An AI-powered personal assistant device built on Raspberry Pi 5, featuring voice interaction, computer vision, memory systems, and a knowledge graph. Think of it as Jarvis in a pocket-sized form factor.
This project is built upon and extends the excellent Whisplay AI Chatbot by PiSugar. The original project provides the foundation for the display, audio, and basic chatbot functionality.
Original Whisplay Resources:
- Whisplay HAT Repository - Audio/display drivers
- Original Tutorial Video
- Offline RPi 5 Build Tutorial
- Raspberry Pi 5 (16GB RAM recommended for full features)

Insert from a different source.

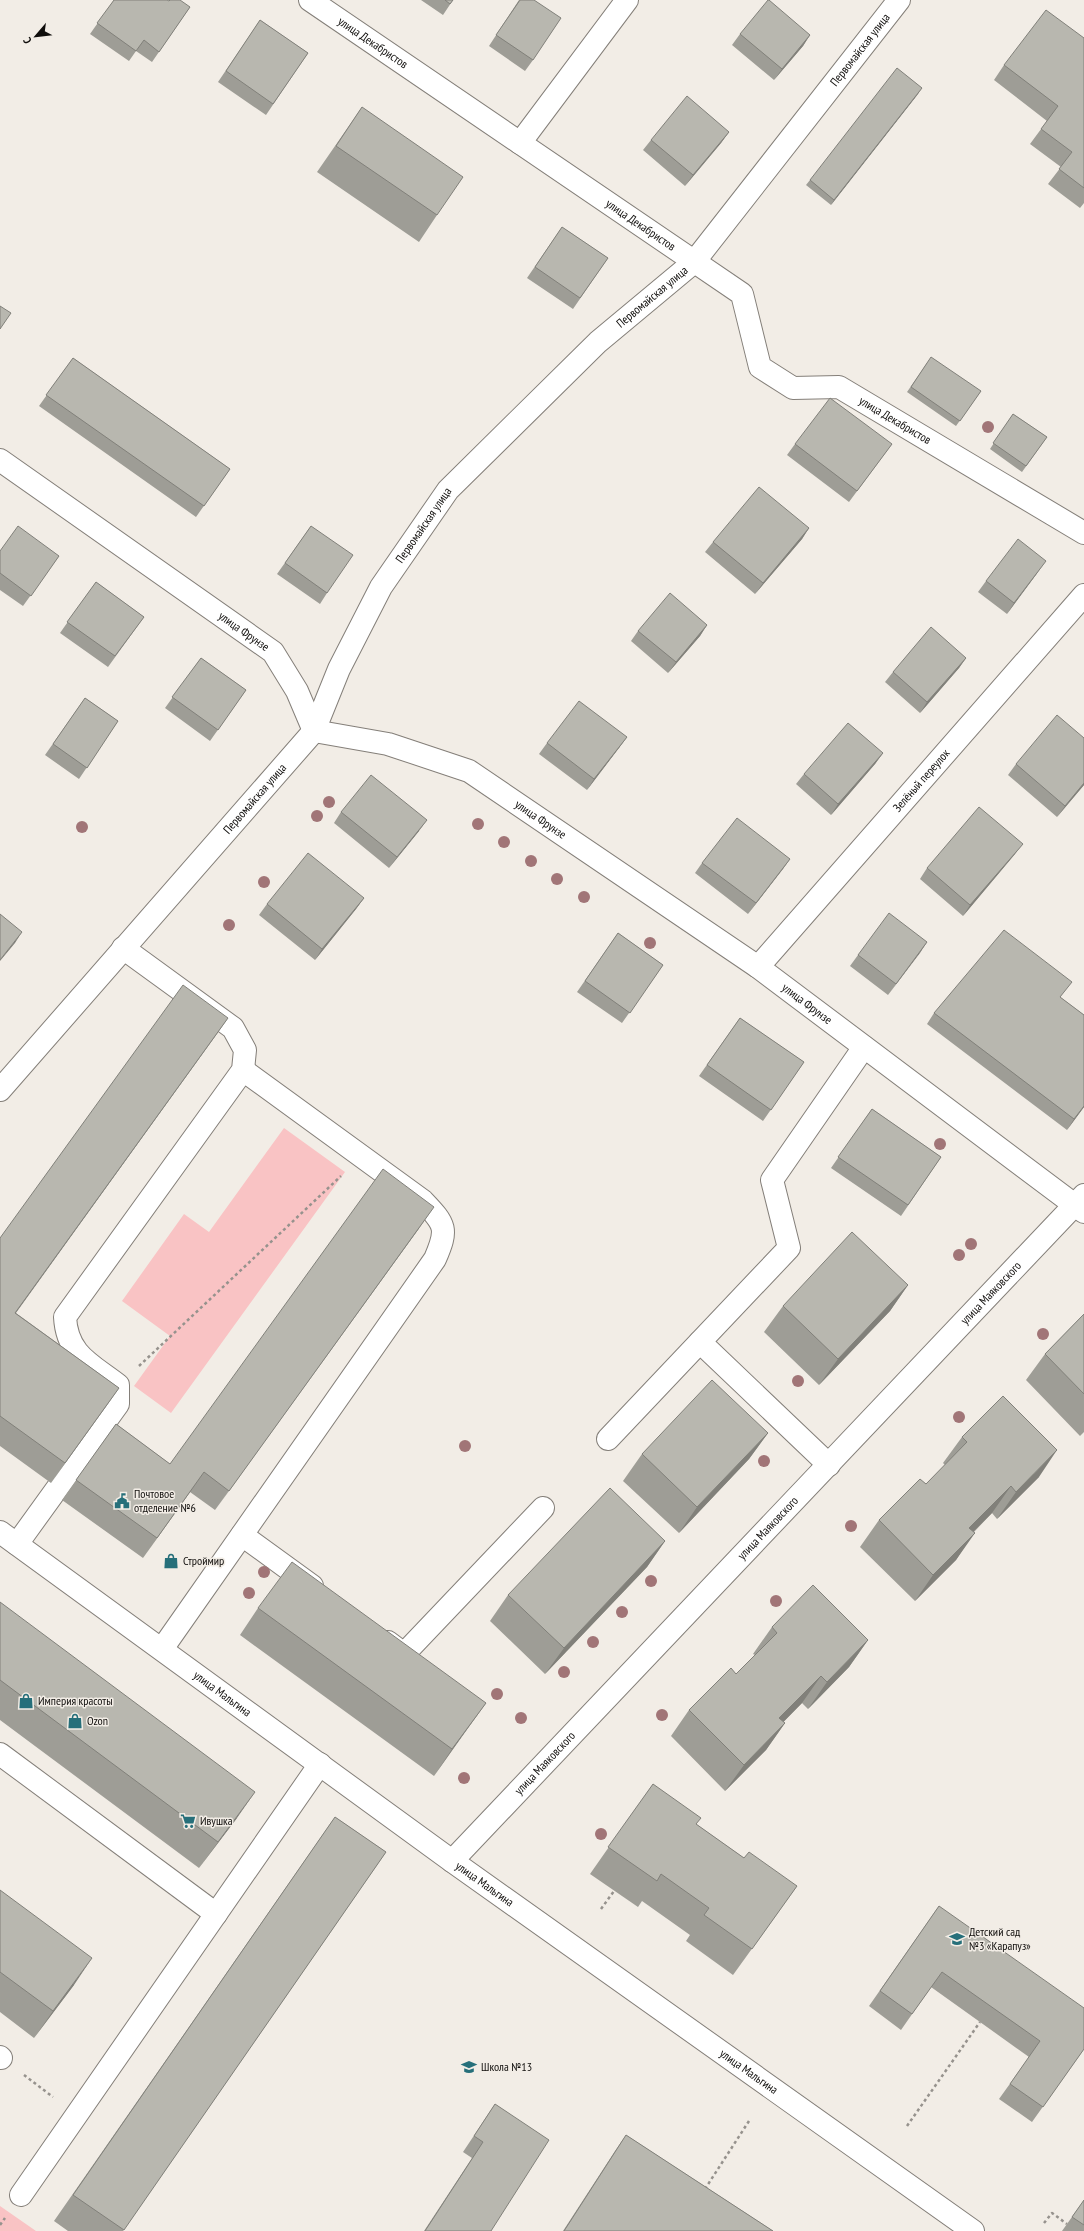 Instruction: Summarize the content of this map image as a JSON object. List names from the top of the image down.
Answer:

- PiSugar Whisplay HAT - LCD screen (240x280), speaker, microphone
- PiSugar 3 Battery - 1200mAh portable power
- Coral USB/Dual Edge TPU (optional) - EdgeTPU for fast ML inference
- LLM8850 AI Accelerator (optional) - NVMe card for offline ASR, TTS, LLM
- Pi Camera Module (optional) - For vision capabilities
- Meshtastic Radio (optional) - For mesh network communication
These features work entirely offline using local models and processing:
| Feature | Description | Technology |
|---|---|---|
| Local LLM | Conversational AI without internet | Ollama (Qwen3, Llama, etc.) or LLM8850 |
| Local ASR | Speech-to-text transcription | Whisper, Vosk, or LLM8850 Whisper |
| Local TTS | Text-to-speech synthesis | Piper TTS or LLM8850 MeloTTS |
| Object Detection | Real-time object detection with bounding boxes | YOLO + EdgeTPU |
| Person Segmentation | Semantic segmentation masks | EdgeTPU DeepLab |
| Pose Estimation | Human pose detection and tracking | MoveNet + EdgeTPU |
| Exercise Counting | Count push-ups, squats, pull-ups, crunches | Pose analysis |
| Species Classification | Identify birds, insects, plants | EdgeTPU iNaturalist models |
| Product Classification | Identify retail products | EdgeTPU product model |
| Knowledge Base | 6.9M Wikipedia articles searchable offline | SQLite + FTS5 |
| Memory System | Episodic memory with knowledge graph | NetworkX + JSON |
| Video Recording | Record and playback video clips | Picamera2 + FFmpeg |
| Camera Capture | Take photos and display on screen | Picamera2 |
These features require external services or API keys:
| Feature | Description | Service Required |
|---|---|---|
| Cloud LLM | Advanced conversational AI | OpenAI GPT-4, Google Gemini, Grok |
| Cloud ASR | High-quality speech recognition | Google, OpenAI Whisper API |
| Cloud TTS | Natural voice synthesis | OpenAI, Google, Volcengine |
| Vision Analysis | Describe images, answer questions | GPT-4o, Gemini Vision |
| Image Generation | Generate images from text | DALL-E, Gemini Imagen |
| Web Search | Real-time web information | Serper API |
| Telegram Notifications | Send alerts and photos | Telegram Bot API |
These require specific additional hardware:
| Feature | Description | Hardware Required |
|---|---|---|
| TPU Acceleration | Fast ML inference | Coral USB Accelerator |
| LLM8850 Acceleration | Fast offline ASR, TTS, LLM | LLM8850 AI Accelerator via NVMe |
| Camera Vision | All camera-based features | Pi Camera Module |
| Mesh Network | Off-grid communication | Meshtastic radio device |
| VR Passthrough | Object detection in VR | VR headset with passthrough |
- Press button to speak, get spoken response
- Adjustable volume via voice command
- Conversation history with auto-reset after inactivity
- Live Detection: Real-time object detection with bounding boxes on display
- Smart Observer: Monitor for specific objects, alert when found
- Semantic Sentry: Detect interactions between objects (e.g., "dog on couch")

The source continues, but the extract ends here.